Records excerpted from a collection:

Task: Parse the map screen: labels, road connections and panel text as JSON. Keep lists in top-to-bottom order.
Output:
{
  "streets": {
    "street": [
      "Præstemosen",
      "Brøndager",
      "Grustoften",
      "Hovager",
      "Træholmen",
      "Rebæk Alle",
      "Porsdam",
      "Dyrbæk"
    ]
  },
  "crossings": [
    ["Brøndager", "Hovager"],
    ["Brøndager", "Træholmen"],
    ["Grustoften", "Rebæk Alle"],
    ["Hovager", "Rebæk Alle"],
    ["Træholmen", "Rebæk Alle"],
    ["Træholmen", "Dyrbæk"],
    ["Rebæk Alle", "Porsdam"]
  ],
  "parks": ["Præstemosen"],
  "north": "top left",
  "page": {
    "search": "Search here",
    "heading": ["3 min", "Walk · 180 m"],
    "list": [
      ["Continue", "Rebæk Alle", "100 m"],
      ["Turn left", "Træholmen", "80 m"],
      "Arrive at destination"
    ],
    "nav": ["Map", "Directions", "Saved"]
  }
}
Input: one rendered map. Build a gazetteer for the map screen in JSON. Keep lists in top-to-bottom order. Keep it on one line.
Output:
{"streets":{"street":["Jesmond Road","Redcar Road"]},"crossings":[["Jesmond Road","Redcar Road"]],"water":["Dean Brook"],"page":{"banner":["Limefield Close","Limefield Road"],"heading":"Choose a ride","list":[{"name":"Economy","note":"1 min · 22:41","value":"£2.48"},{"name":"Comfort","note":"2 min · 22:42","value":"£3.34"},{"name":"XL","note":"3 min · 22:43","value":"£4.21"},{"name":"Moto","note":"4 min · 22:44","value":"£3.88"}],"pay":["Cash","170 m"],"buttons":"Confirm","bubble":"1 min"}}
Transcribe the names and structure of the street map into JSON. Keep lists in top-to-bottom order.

About this exercise:
Reproduce every entry above. Make each line identical to the original.

Your solution:
Task: Parse the map screen: labels, road connections and panel text as JSON. Keep lists in top-to-bottom order.
Output:
{
  "streets": {
    "street": [
      "Præstemosen",
      "Brøndager",
      "Grustoften",
      "Hovager",
      "Træholmen",
      "Rebæk Alle",
      "Porsdam",
      "Dyrbæk"
    ]
  },
  "crossings": [
    ["Brøndager", "Hovager"],
    ["Brøndager", "Træholmen"],
    ["Grustoften", "Rebæk Alle"],
    ["Hovager", "Rebæk Alle"],
    ["Træholmen", "Rebæk Alle"],
    ["Træholmen", "Dyrbæk"],
    ["Rebæk Alle", "Porsdam"]
  ],
  "parks": ["Præstemosen"],
  "north": "top left",
  "page": {
    "search": "Search here",
    "heading": ["3 min", "Walk · 180 m"],
    "list": [
      ["Continue", "Rebæk Alle", "100 m"],
      ["Turn left", "Træholmen", "80 m"],
      "Arrive at destination"
    ],
    "nav": ["Map", "Directions", "Saved"]
  }
}
Input: one rendered map. Build a gazetteer for the map screen in JSON. Keep lists in top-to-bottom order. Keep it on one line.
Output:
{"streets":{"street":["Jesmond Road","Redcar Road"]},"crossings":[["Jesmond Road","Redcar Road"]],"water":["Dean Brook"],"page":{"banner":["Limefield Close","Limefield Road"],"heading":"Choose a ride","list":[{"name":"Economy","note":"1 min · 22:41","value":"£2.48"},{"name":"Comfort","note":"2 min · 22:42","value":"£3.34"},{"name":"XL","note":"3 min · 22:43","value":"£4.21"},{"name":"Moto","note":"4 min · 22:44","value":"£3.88"}],"pay":["Cash","170 m"],"buttons":"Confirm","bubble":"1 min"}}
Transcribe the names and structure of the street map into JSON. Keep lists in top-to-bottom order.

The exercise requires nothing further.